No todo está perdido.
Terminado el duro invierno, el oleaje
reprime sus envestidas. Se conforma con empapar el arenal sin violencia. Ya no
descubre piedras, ni amenaza las dunas, ni arranca espectadores de la costa a
la menor oportunidad.
Quedan, eso sí, los restos de la batalla.
Pruebas visibles de un asalto cruento donde encontramos el más variado catálogo
de envases de plástico, aparejos de pesca desnortados, restos de madera, botellas
sin mensaje y la más dispar e inclasificable gama de objetos raros.
En el Océano Pacifico una gran mancha de plástico
se extiende casi, casi de costa a costa. El epicentro se ubica en el giro del pacífico norte. Una
botella de plástico arrojada al mar puede tardar en borrar sus huellas cientos
de años. Le lleva su tiempo.
Si seguimos escondiendo la basura debajo de
la alfombra, construiremos una montaña rusa en el salón de casa. ¿Cómo es posible que
generemos tanta basura sin el menor esfuerzo?
La vida mancha. Pero no, no todo
está perdido.
El último domingo, justo cuando había
terminado de correr al abrigo de los pinos, mientras recuperaba aliento y aprovechaba
los pocos rayos que sorteaban las nubes, descubrí una hilera de adolescentes
acarreando bolsas negras desde las dunas a los contenedores al borde de la
carretera.
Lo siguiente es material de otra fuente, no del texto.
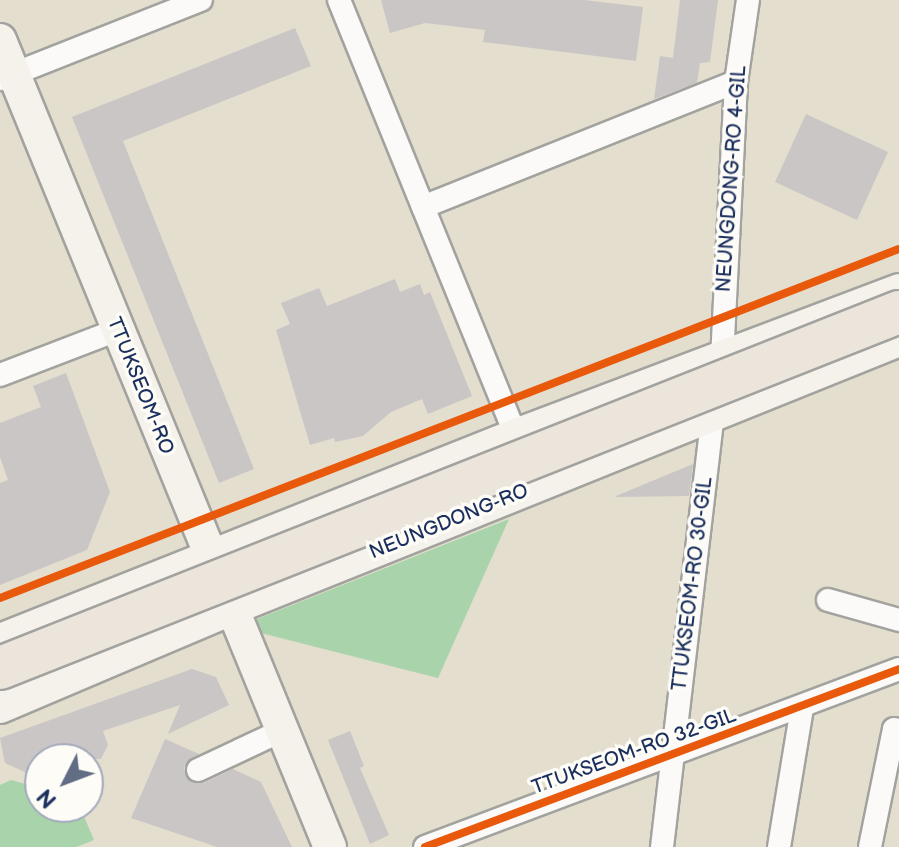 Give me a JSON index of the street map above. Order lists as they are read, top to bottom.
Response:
{
  "streets": {
    "main road": ["TTUKSEOM-RO", "NEUNGDONG-RO"],
    "street": ["NEUNGDONG-RO 4-GIL", "TTUKSEOM-RO 30-GIL", "TTUKSEOM-RO 32-GIL"]
  },
  "crossings": [
    ["TTUKSEOM-RO", "NEUNGDONG-RO"],
    ["NEUNGDONG-RO", "TTUKSEOM-RO 30-GIL"],
    ["TTUKSEOM-RO 30-GIL", "TTUKSEOM-RO 32-GIL"]
  ],
  "north": "bottom left"
}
Bolsas cargadas de desidia.
Así que pensé que si un puñado de jóvenes era
capaz de suplir las obligaciones de un ayuntamiento, ciego y sordo, y lo hacía
sin rechistar y por propia voluntad, todavía quedaba un poquito de esperanza.
Si hoy fuese domingo electoral, yo los
votaría a ellos. Consuela saber que aun hay gente que hace lo que debe.